Parsing procedure for words with two lemmas?

48 views
Skip to first unread message

Joel D. Ruark

unread,
Jun 22, 2018, 9:43:00 AM6/22/18
to OpenScriptures Hebrew Bible
Hello everyone, we have come across a few compound words in the OSHB which contain two lemmas for two different Strong's numbers.  These words are: אביעד (Isa 9:6), אחריכן (Ezra 3:5 and a few other verses in 2 Chr), and חרייונים (II Ki 6:25).  Andy Hubert is communicating that it presents some technical problems to mark two lemmas in the same word.  Here is Andy's message:

"It would be an overstatement to say we CANNOT add two lemmas to a single word. We can. However, it sure makes things significantly more complicated for programs using our data. And since it is so few words (2-3?) with few total occurrences (a dozen?), I think we would need a very compelling reason to go this way.  For example, I am working on a BibleTags project that displays the parsing info and a gloss under a word that is clicked upon. (See https://biblearc.com/path/hebrew/en/1/7/ for how this looks at present.) Eventually, this will include a host of info about the lemma. If we allow for a word to have multiple lemmas, I would need to come up with some sort of tabbed system to view such info for each lemma in turn. For the search feature I envision, my data structure is going to need to be quite a bit more complicated and I would need to decide when such combo lemmas should make the results and how. Even just importing the data is made more complicated, and db structures with a simple lemma column are no longer sufficient, etc.  Can it be done? Of course. It is worth the significant extra work and complication to do so for a small handful of words? I don’t think so. I think it could even have a deterring effect for others who otherwise utilize our data. Or they might use it, but end up doing less powerful things with it given the burden of the extra complication."

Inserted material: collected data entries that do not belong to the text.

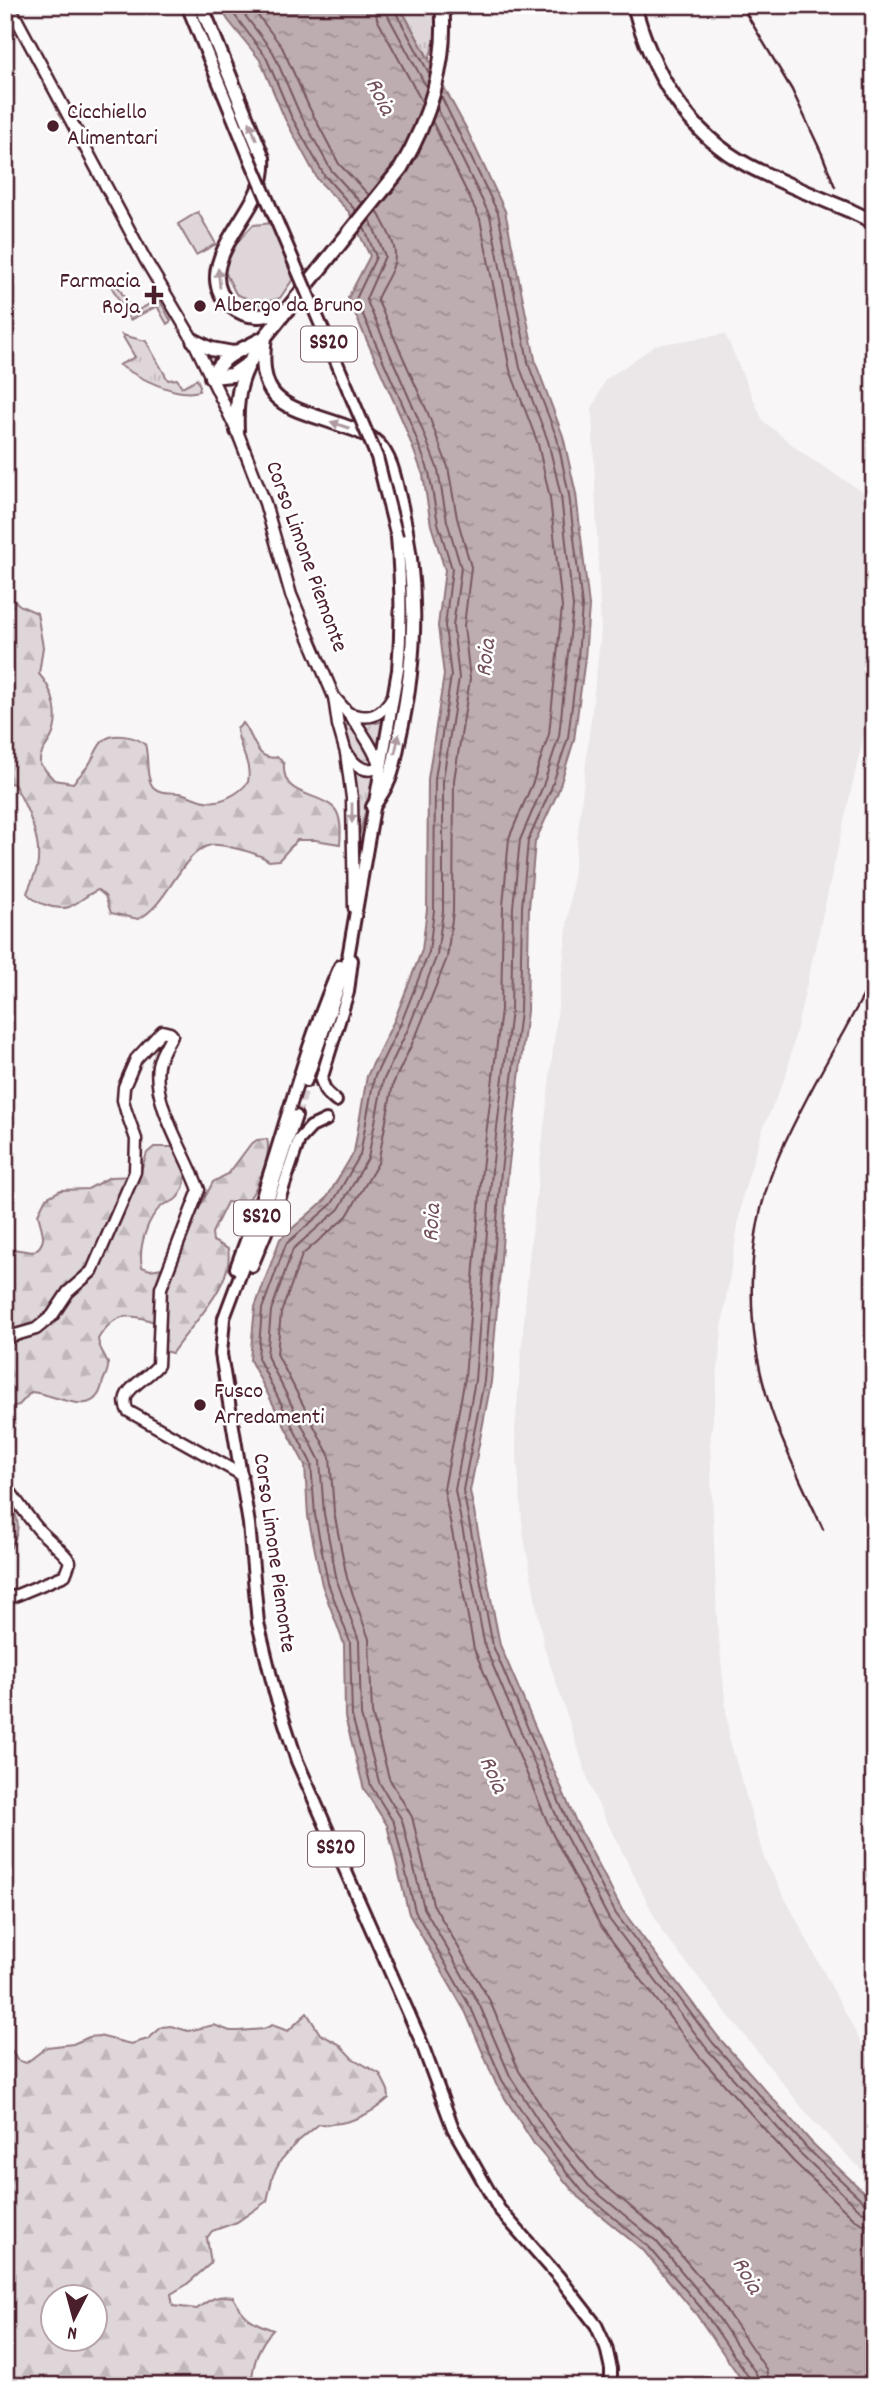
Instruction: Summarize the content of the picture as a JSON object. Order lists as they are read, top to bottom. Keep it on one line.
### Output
{"streets":{"main road":["SS20","Corso Limone Piemonte"]},"crossings":[["SS20","Corso Limone Piemonte"]],"water":["Roia"],"places":{"other":["Cicchiello Alimentari","Albergo da Bruno","Fusco Arredamenti"],"health":["Farmacia Roja"]},"north":"bottom"}
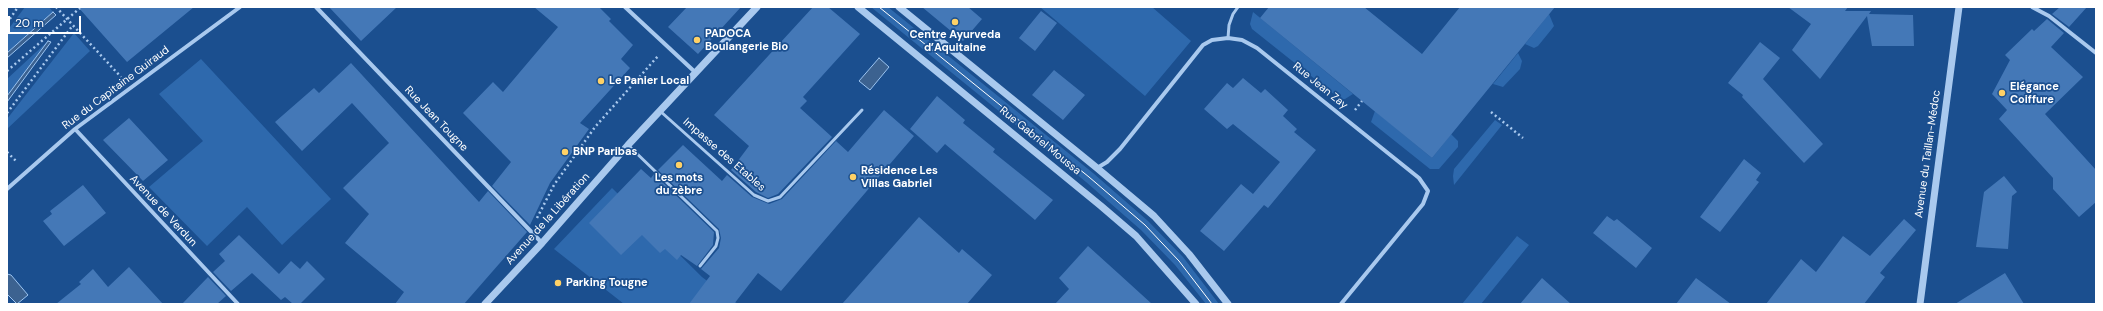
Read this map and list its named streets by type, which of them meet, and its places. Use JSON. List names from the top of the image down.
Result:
{
  "streets": {
    "street": [
      "Rue Jean Zay",
      "Rue du Capitaine Guiraud",
      "Rue Jean Tougne",
      "Rue Gabriel Moussa",
      "Avenue du Taillan-Médoc",
      "Avenue de Verdun",
      "Avenue de la Libération"
    ],
    "lane": ["Impasse des Etables"]
  },
  "crossings": [
    ["Rue Jean Zay", "Rue Gabriel Moussa"],
    ["Rue du Capitaine Guiraud", "Avenue de Verdun"],
    ["Rue Jean Tougne", "Avenue de la Libération"],
    ["Impasse des Etables", "Avenue de la Libération"]
  ],
  "places": [
    "Centre Ayurveda d’Aquitaine",
    "PADOCA Boulangerie Bio",
    "Le Panier Local",
    "Elégance Coiffure",
    "BNP Paribas",
    "Les mots du zèbre",
    "Résidence Les Villas Gabriel",
    "Parking Tougne"
  ],
  "scale_bar": "20 m"
}
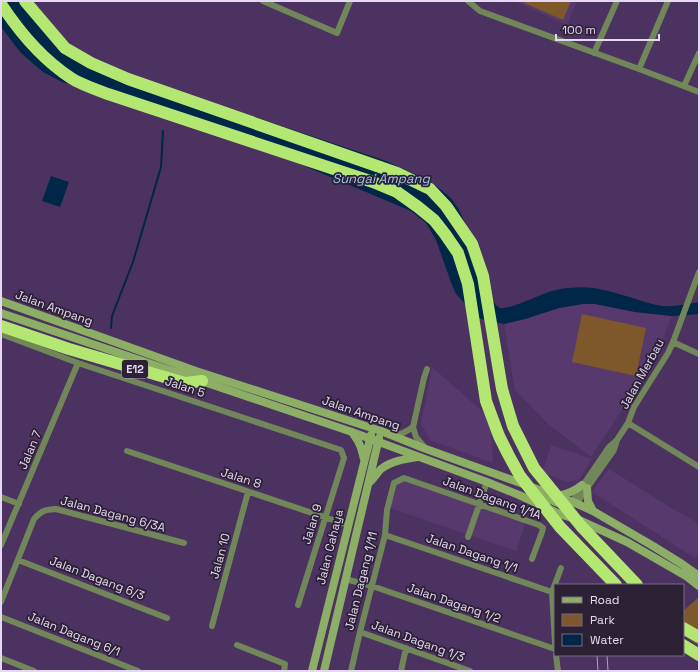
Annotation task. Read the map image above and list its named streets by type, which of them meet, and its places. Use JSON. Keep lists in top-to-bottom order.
{
  "streets": {
    "highway": ["E12"],
    "main road": ["Jalan Ampang", "Jalan Cahaya"],
    "street": [
      "Jalan Merbau",
      "Jalan 5",
      "Jalan 7",
      "Jalan 8",
      "Jalan Dagang 1/1A",
      "Jalan Dagang 6/3A",
      "Jalan 9",
      "Jalan Dagang 1/1",
      "Jalan 10",
      "Jalan Dagang 6/3",
      "Jalan Dagang 1/11",
      "Jalan Dagang 1/2",
      "Jalan Dagang 6/1",
      "Jalan Dagang 1/3"
    ]
  },
  "crossings": [
    ["Jalan Ampang", "E12"],
    ["Jalan Ampang", "Jalan Merbau"],
    ["Jalan Ampang", "Jalan Cahaya"],
    ["Jalan 5", "Jalan 7"],
    ["Jalan 5", "Jalan 9"],
    ["Jalan 8", "Jalan 9"],
    ["Jalan 8", "Jalan Cahaya"],
    ["Jalan 8", "Jalan 10"],
    ["Jalan Dagang 1/1A", "Jalan Dagang 1/11"],
    ["Jalan Dagang 6/3A", "Jalan Dagang 6/3"],
    ["Jalan Cahaya", "Jalan Dagang 1/2"],
    ["Jalan Dagang 1/1", "Jalan Dagang 1/11"],
    ["Jalan Dagang 1/11", "Jalan Dagang 1/2"],
    ["Jalan Dagang 1/11", "Jalan Dagang 1/3"]
  ],
  "water": ["Sungai Ampang"],
  "legend": ["Road", "Park", "Water"],
  "scale_bar": "100 m"
}
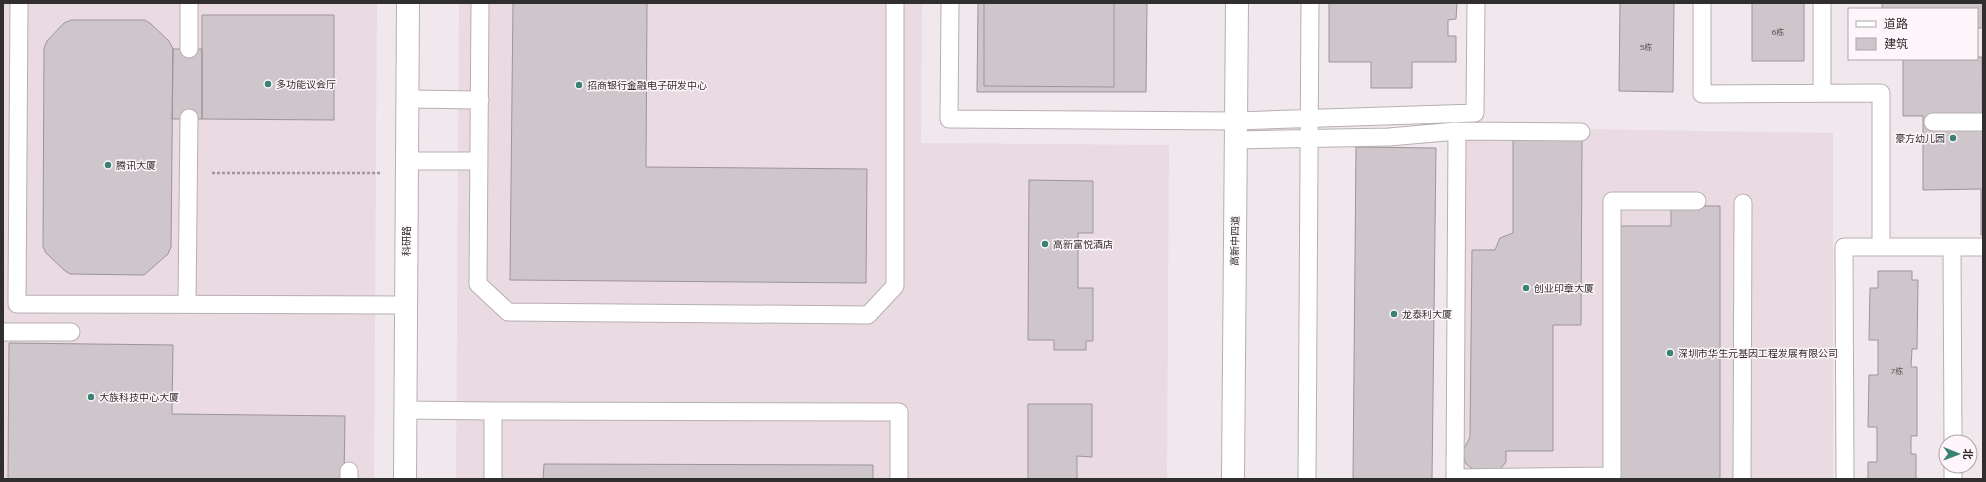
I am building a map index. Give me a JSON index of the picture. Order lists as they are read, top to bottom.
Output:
{
  "streets": {
    "street": ["科研路", "高新中四道"]
  },
  "places": [
    "多功能议会厅",
    "招商银行金融电子研发中心",
    "豪方幼儿园",
    "腾讯大厦",
    "高新富悦酒店",
    "创业印章大厦",
    "龙泰利大厦",
    "深圳市华生元基因工程发展有限公司",
    "大族科技中心大厦"
  ],
  "house_numbers": ["6栋", "5栋", "7栋"],
  "legend": ["道路", "建筑"],
  "north": "right"
}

Jesse Griffin asked me to get on here to talk about how other data sets have approached this problem.  The solution that we've been kicking around is to make new Strong's numbers for these words and add them to the end of the Strong's lexicon (i.e. 8675, 8676, 8677) in order to avoid the technical problems of having to assign two lemmas to a word.  Jesse isn't wild about generating new Strong's numbers, so we're trying to brainstorm possible solutions.  Any thoughts here?

Thanks!  Joel

sceptreofjudah

unread,
Jun 22, 2018, 10:01:49 AM6/22/18
to Joel D. Ruark, OpenScriptures Hebrew Bible
I was wanting to do this when developing the software for HB but David was of the opinion not to do so. It is doable but would take quite a bit of effort at this late date.




Sent from my Samsung Galaxy smartphone.
--
You received this message because you are subscribed to the Google Groups "OpenScriptures Hebrew Bible" group.
To unsubscribe from this group and stop receiving emails from it, send an email to openscriptures...@googlegroups.com.
Visit this group at https://groups.google.com/group/openscriptures-hb.

Joel D. Ruark

unread,
Jun 22, 2018, 12:03:21 PM6/22/18
to OpenScriptures Hebrew Bible
Hmmm...so in the end, what did you decide to do?  Did you stick with the two lemmas in one word and just deal with the technical glitches?

David Troidl

unread,
Jun 22, 2018, 5:33:25 PM6/22/18
to openscri...@googlegroups.com

Let me start with the first word.  We can get to the others later.  In the MapM, which is based mainly on the Aleppo Codex, it is divided by a maqqef: https://he.wikisource.org/wiki/%D7%99%D7%A9%D7%A2%D7%99%D7%94%D7%95_%D7%98/%D7%98%D7%A2%D7%9E%D7%99%D7%9D

Here is a screenshot of the verse from the facsimile of the LC: http://www.tanach.us/LCFolios/LC_Folio_223v.pdf

On the left half of the top line, the first two pairs of words of the verse are each separated by a maqqef.  The word in question, near the left side of the fourth line, seems to me to indicate a maqqef, at least as clearly as the second pair above.  It also bears the same relationship to the yod as in the first pair.

I would like to get opinions from the group on this.  Is there agreement?  Would it be worth submitting to the WLC?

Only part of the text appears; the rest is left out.